Search the entries for the word "evenodd". Copy every line where it turns up.

⁂

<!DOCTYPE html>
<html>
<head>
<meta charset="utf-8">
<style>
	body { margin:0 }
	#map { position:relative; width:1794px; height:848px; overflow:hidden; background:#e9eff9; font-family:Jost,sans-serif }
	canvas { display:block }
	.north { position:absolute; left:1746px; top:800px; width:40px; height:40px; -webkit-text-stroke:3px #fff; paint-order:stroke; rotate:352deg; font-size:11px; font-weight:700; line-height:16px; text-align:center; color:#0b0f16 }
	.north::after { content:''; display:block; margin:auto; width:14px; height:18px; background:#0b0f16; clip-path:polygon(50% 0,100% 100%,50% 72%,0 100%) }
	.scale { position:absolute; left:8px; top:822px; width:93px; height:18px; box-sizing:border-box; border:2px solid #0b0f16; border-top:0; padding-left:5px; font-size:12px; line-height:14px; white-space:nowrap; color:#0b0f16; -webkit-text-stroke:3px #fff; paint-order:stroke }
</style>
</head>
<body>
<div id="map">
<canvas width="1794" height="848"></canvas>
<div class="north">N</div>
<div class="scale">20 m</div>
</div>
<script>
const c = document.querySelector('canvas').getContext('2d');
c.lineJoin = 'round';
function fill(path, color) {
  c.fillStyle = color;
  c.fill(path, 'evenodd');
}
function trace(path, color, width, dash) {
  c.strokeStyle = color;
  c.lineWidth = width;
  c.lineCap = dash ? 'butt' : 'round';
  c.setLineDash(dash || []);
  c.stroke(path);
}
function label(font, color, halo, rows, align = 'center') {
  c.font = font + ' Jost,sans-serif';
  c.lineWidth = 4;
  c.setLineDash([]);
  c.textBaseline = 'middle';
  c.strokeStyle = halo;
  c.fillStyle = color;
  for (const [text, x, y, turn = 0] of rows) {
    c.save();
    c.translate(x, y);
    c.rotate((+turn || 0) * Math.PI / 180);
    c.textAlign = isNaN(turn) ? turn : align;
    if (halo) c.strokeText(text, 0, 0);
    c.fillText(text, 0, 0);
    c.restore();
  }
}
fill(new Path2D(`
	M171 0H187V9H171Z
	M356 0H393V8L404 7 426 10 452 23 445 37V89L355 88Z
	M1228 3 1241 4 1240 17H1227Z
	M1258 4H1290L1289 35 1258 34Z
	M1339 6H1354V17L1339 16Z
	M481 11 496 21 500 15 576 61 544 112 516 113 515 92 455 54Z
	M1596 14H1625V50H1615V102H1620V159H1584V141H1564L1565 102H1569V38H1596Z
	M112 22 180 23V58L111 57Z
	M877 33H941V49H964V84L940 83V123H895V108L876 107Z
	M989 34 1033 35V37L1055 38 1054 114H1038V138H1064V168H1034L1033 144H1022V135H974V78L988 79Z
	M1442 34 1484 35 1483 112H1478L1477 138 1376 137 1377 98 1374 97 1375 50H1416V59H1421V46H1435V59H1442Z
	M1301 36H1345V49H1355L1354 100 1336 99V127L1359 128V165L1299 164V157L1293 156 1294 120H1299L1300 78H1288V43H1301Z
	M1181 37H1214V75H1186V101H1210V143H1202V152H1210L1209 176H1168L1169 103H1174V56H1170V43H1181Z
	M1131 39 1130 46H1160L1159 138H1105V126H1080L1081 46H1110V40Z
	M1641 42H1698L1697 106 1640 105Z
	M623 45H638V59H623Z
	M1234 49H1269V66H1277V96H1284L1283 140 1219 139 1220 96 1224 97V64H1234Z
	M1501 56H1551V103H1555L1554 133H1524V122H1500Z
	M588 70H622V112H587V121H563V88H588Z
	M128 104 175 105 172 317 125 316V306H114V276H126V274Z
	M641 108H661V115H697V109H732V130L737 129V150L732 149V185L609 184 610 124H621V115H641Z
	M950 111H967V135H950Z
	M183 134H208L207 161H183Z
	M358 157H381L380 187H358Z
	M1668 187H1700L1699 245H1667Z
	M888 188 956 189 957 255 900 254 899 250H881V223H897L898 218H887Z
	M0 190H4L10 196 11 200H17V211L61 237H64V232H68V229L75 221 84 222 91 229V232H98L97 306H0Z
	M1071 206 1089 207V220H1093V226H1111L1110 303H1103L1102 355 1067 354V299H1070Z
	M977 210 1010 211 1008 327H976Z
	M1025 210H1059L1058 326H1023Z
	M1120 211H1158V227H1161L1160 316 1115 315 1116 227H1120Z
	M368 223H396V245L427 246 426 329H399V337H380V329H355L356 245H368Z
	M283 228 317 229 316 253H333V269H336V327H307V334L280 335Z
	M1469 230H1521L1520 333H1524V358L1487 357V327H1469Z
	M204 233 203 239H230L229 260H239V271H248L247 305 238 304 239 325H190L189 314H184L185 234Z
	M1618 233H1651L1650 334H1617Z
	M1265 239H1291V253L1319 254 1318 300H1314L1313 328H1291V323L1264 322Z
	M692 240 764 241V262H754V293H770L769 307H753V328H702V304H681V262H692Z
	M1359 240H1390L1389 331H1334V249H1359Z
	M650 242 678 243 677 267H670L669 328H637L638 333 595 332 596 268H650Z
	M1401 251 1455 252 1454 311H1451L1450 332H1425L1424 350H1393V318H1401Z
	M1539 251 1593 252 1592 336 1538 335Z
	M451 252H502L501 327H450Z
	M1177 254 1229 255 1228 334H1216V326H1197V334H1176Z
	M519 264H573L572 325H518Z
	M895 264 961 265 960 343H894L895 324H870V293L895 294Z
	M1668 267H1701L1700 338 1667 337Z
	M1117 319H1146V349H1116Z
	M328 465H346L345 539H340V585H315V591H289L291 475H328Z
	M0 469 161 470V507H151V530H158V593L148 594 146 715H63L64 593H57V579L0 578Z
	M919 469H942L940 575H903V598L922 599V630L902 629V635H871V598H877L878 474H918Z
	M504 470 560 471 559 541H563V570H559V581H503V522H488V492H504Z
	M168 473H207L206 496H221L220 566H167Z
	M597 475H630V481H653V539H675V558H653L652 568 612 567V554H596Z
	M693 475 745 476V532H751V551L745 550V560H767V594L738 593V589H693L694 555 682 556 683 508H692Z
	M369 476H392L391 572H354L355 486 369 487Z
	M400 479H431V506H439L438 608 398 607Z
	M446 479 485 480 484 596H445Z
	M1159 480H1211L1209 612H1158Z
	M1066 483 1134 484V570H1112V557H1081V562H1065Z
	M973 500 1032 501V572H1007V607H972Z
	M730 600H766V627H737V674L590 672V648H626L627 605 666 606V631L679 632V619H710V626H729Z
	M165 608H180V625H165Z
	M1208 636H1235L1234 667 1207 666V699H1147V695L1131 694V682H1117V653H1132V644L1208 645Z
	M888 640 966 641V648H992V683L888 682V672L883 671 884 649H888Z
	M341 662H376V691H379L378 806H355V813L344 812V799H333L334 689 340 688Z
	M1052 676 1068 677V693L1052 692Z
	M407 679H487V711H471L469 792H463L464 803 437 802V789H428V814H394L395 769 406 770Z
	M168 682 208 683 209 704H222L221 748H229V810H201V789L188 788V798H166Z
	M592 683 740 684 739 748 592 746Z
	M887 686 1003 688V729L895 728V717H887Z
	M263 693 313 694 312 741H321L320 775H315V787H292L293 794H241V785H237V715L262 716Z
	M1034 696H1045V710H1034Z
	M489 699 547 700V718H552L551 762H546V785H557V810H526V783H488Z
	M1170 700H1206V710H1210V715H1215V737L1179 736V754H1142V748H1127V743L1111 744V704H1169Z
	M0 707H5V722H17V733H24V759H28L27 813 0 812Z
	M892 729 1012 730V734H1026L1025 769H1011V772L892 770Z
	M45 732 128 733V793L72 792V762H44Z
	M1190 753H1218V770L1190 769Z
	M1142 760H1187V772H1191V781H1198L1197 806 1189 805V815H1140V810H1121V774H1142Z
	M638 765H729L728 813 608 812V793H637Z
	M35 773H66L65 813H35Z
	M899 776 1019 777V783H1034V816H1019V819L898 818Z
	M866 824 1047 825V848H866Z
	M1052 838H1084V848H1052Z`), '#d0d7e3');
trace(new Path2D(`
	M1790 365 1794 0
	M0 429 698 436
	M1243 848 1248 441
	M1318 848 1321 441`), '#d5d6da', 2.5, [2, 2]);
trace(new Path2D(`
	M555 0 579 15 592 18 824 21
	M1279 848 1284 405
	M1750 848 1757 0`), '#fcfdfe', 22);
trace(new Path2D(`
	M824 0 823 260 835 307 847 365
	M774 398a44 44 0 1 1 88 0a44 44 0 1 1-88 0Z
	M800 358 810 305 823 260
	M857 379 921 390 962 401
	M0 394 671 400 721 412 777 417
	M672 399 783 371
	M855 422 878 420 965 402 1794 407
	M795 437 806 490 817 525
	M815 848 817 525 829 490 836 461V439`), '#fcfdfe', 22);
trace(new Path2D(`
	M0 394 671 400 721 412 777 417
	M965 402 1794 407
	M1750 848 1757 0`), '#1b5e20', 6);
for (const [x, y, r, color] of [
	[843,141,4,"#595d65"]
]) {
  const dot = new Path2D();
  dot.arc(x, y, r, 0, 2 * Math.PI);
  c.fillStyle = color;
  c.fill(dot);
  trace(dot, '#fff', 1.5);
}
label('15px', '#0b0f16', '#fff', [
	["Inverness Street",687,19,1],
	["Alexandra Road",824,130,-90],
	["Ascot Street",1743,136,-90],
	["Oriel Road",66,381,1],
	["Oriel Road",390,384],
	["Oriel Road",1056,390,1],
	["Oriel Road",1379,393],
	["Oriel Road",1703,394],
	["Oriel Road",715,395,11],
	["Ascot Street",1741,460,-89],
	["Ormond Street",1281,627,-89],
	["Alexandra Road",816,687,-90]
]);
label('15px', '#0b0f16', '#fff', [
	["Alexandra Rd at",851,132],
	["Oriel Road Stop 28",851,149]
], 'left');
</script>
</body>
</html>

⁂

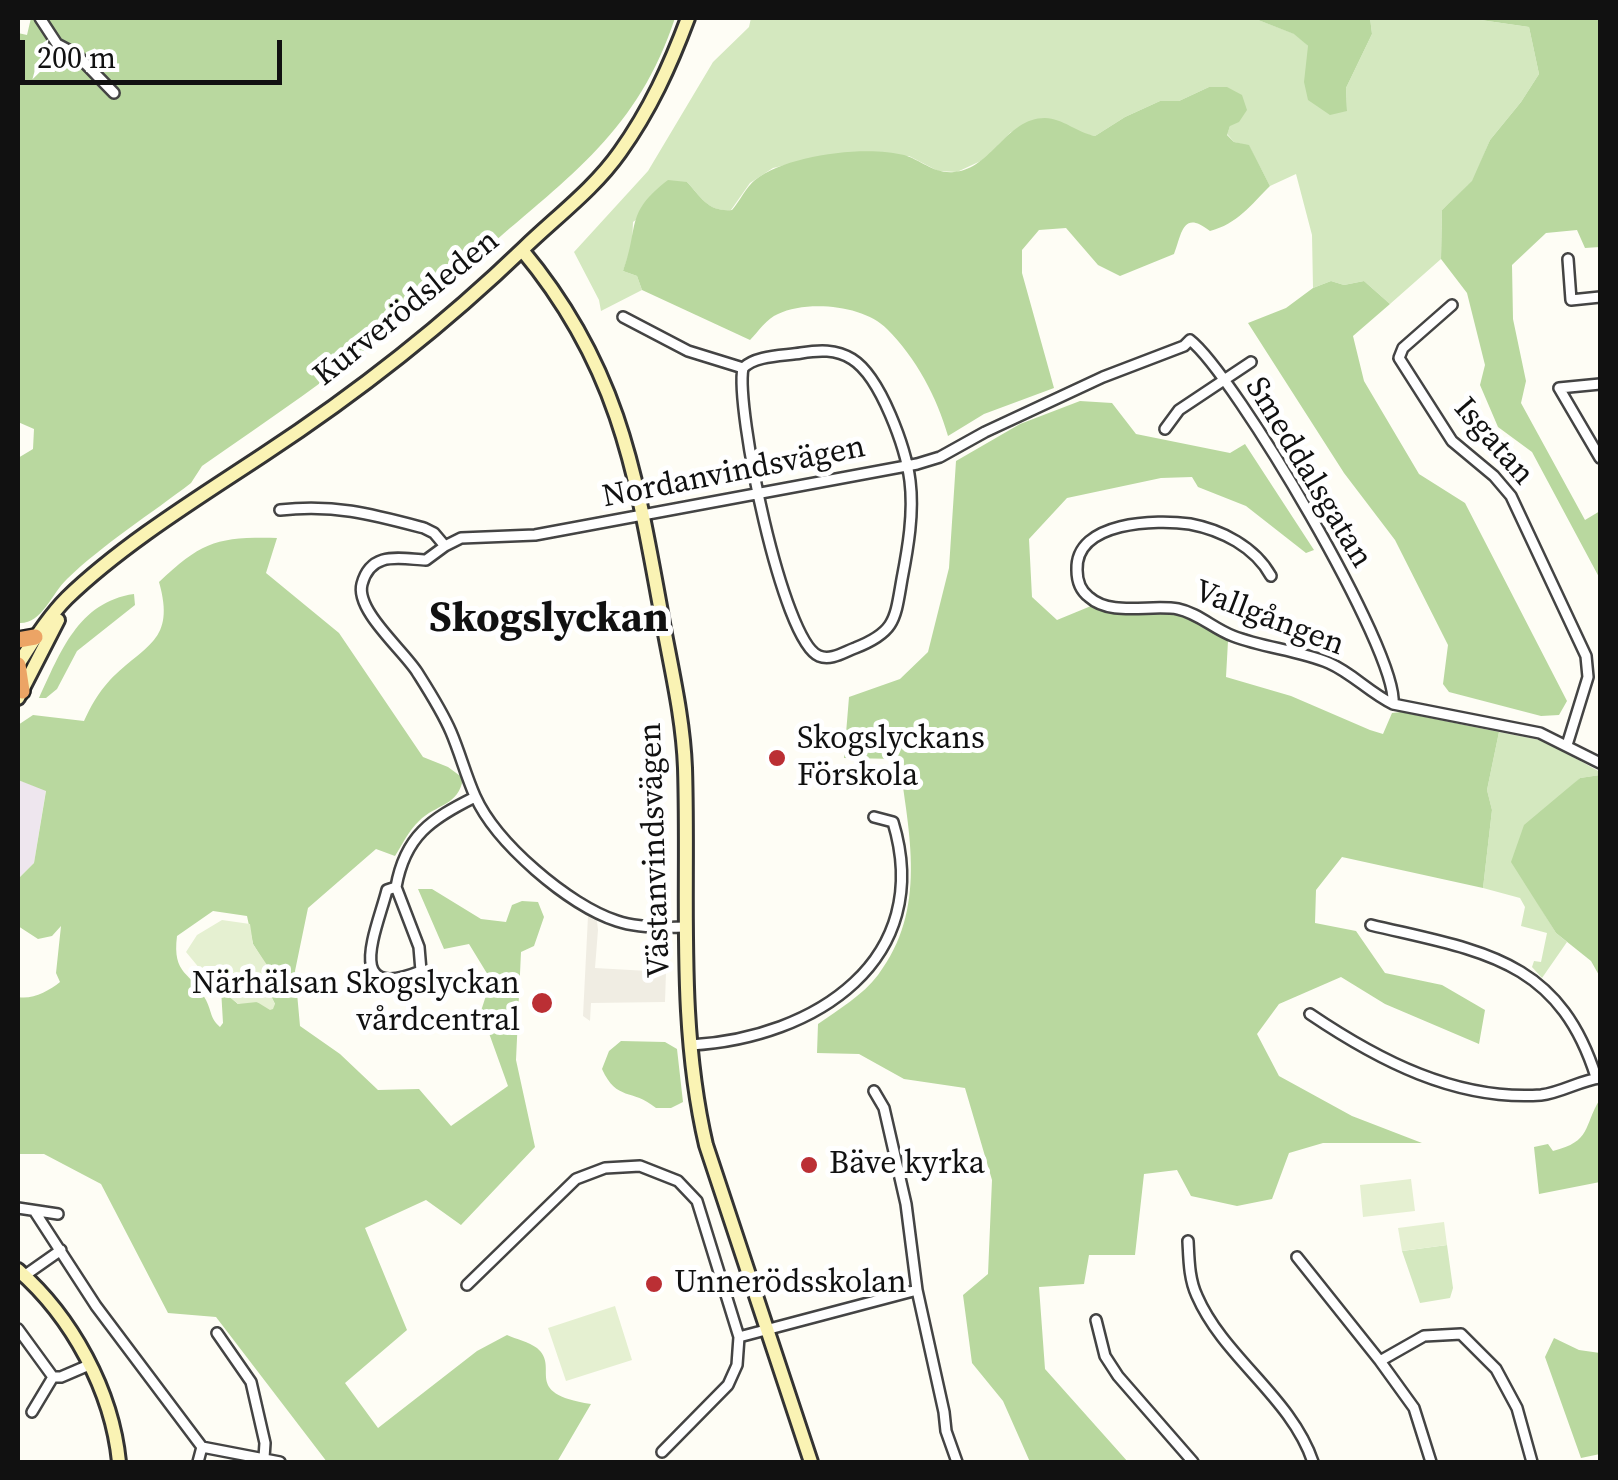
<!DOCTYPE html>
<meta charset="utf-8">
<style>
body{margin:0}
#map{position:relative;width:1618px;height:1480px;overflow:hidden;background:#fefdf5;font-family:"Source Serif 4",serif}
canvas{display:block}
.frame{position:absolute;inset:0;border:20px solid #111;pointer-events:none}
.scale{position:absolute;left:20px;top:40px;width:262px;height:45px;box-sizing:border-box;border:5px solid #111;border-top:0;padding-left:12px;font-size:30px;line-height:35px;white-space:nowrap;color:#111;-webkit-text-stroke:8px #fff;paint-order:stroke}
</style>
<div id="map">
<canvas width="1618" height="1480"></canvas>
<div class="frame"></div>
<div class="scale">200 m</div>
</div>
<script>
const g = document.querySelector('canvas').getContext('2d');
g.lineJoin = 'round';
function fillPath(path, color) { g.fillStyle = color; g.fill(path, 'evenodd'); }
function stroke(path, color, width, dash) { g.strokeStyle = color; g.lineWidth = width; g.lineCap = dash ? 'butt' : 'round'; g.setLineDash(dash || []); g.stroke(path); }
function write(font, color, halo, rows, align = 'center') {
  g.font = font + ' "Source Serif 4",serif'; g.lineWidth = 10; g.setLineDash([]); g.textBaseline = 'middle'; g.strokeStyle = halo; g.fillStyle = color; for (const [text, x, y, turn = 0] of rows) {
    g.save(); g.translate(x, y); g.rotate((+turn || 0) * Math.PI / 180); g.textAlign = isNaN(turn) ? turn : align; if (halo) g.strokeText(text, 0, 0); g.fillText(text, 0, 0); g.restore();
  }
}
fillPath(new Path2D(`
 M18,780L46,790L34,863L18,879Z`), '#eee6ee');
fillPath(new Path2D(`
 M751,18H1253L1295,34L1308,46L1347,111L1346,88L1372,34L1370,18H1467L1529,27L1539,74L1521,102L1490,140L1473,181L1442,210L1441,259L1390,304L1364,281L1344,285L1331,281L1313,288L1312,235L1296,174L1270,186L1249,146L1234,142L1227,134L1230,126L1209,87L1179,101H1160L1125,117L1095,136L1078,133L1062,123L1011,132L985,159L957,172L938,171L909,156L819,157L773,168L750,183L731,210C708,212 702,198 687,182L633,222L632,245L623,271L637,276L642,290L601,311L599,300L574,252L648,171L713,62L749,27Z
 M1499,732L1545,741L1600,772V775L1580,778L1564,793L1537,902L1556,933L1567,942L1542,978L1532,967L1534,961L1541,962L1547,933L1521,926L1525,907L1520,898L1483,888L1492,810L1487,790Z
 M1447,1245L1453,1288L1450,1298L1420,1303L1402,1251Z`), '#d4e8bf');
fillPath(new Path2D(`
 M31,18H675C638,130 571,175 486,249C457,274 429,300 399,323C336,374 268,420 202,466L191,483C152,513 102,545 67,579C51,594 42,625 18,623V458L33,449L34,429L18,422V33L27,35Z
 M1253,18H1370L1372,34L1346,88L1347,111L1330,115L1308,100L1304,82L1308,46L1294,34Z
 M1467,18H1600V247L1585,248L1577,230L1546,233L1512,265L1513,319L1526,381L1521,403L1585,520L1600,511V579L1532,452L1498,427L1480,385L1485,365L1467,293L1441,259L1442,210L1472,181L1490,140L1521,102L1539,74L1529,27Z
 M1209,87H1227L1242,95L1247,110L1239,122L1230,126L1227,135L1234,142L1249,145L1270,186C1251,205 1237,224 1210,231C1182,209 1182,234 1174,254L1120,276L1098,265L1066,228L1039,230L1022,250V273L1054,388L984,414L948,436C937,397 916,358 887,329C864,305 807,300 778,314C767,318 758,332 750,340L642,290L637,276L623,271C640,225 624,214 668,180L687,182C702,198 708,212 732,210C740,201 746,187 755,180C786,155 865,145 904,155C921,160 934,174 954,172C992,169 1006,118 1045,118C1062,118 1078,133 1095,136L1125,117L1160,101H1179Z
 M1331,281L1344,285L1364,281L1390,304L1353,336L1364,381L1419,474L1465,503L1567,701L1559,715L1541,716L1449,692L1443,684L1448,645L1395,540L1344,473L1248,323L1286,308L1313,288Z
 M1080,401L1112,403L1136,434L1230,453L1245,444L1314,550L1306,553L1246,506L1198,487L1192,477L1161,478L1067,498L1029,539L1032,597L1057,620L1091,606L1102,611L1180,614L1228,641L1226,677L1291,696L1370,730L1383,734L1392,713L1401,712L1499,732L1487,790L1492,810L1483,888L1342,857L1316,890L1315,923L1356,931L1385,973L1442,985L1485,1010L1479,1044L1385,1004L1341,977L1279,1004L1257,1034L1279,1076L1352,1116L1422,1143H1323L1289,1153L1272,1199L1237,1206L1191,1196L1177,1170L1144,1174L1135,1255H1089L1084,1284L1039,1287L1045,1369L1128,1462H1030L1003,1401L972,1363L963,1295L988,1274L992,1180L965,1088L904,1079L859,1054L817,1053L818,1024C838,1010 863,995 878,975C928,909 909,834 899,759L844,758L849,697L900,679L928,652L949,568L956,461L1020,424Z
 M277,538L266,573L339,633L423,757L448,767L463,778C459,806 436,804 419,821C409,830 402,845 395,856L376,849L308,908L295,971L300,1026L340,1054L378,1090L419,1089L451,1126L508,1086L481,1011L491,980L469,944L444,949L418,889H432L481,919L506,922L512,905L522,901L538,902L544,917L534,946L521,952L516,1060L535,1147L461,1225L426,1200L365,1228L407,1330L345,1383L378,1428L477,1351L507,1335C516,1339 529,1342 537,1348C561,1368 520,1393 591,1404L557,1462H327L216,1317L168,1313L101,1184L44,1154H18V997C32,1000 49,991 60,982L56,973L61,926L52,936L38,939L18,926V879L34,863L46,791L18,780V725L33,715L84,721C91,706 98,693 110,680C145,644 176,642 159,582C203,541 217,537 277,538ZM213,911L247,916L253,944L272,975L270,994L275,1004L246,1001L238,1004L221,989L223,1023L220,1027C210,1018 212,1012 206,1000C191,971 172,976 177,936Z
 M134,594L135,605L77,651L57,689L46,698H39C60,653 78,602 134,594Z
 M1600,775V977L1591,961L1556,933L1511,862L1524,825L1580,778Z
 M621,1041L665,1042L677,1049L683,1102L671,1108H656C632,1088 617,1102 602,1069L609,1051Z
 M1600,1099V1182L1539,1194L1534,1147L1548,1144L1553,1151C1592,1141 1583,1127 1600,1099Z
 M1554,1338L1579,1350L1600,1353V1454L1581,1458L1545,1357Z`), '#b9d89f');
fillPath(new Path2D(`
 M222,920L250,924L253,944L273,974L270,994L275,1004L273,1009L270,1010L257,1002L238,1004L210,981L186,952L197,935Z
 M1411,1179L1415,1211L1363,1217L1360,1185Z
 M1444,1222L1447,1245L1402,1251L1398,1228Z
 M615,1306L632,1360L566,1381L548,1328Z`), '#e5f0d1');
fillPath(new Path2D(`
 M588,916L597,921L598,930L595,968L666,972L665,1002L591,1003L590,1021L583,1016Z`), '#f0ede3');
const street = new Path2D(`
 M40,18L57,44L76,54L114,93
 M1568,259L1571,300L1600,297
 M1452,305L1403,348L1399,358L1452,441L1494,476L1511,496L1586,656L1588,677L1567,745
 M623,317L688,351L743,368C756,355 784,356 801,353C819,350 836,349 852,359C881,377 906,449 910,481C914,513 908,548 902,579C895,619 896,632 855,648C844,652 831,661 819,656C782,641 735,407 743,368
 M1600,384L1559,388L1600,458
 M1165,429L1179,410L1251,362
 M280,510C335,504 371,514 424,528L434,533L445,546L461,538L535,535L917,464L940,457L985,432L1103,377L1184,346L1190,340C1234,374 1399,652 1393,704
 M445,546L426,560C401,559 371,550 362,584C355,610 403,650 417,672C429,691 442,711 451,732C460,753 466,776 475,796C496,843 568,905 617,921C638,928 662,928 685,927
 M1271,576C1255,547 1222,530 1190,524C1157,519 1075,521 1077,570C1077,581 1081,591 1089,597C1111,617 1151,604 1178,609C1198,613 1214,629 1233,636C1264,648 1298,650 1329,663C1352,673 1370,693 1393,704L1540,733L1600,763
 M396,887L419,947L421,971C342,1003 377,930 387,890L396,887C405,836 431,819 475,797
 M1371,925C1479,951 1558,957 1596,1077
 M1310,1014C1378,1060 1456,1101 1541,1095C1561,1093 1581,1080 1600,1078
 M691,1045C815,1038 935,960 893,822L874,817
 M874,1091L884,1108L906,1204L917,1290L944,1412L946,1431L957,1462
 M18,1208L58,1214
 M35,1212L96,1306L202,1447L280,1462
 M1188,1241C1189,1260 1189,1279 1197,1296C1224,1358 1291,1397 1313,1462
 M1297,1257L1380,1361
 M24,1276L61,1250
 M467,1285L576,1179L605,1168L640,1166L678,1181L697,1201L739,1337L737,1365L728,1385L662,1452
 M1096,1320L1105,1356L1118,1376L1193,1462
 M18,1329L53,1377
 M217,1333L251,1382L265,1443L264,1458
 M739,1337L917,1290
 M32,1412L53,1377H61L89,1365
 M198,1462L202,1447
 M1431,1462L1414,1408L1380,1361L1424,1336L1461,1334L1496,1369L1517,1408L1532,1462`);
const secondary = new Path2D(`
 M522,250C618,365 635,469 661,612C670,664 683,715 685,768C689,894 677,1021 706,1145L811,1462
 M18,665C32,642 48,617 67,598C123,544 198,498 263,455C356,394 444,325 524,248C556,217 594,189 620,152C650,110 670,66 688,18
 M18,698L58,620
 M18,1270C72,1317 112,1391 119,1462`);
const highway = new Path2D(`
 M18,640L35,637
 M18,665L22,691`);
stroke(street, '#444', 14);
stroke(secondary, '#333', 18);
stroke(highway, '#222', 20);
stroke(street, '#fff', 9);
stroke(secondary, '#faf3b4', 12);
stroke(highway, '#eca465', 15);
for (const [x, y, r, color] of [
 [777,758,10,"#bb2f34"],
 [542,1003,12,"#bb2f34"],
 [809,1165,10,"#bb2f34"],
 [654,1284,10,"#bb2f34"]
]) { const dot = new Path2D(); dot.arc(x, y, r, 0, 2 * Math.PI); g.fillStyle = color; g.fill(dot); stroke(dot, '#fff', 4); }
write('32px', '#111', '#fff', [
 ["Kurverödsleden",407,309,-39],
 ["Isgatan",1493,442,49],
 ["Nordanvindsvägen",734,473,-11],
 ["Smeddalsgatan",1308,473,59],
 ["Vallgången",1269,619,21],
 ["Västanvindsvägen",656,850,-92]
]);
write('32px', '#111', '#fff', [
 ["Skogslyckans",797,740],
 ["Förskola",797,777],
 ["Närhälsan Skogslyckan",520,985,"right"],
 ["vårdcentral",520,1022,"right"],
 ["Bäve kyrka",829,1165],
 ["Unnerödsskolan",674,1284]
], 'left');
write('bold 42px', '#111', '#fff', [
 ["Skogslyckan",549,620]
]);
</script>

⁂

**TASK RESPONSE**:
  c.fill(path, 'evenodd');
function fillPath(path, color) { g.fillStyle = color; g.fill(path, 'evenodd'); }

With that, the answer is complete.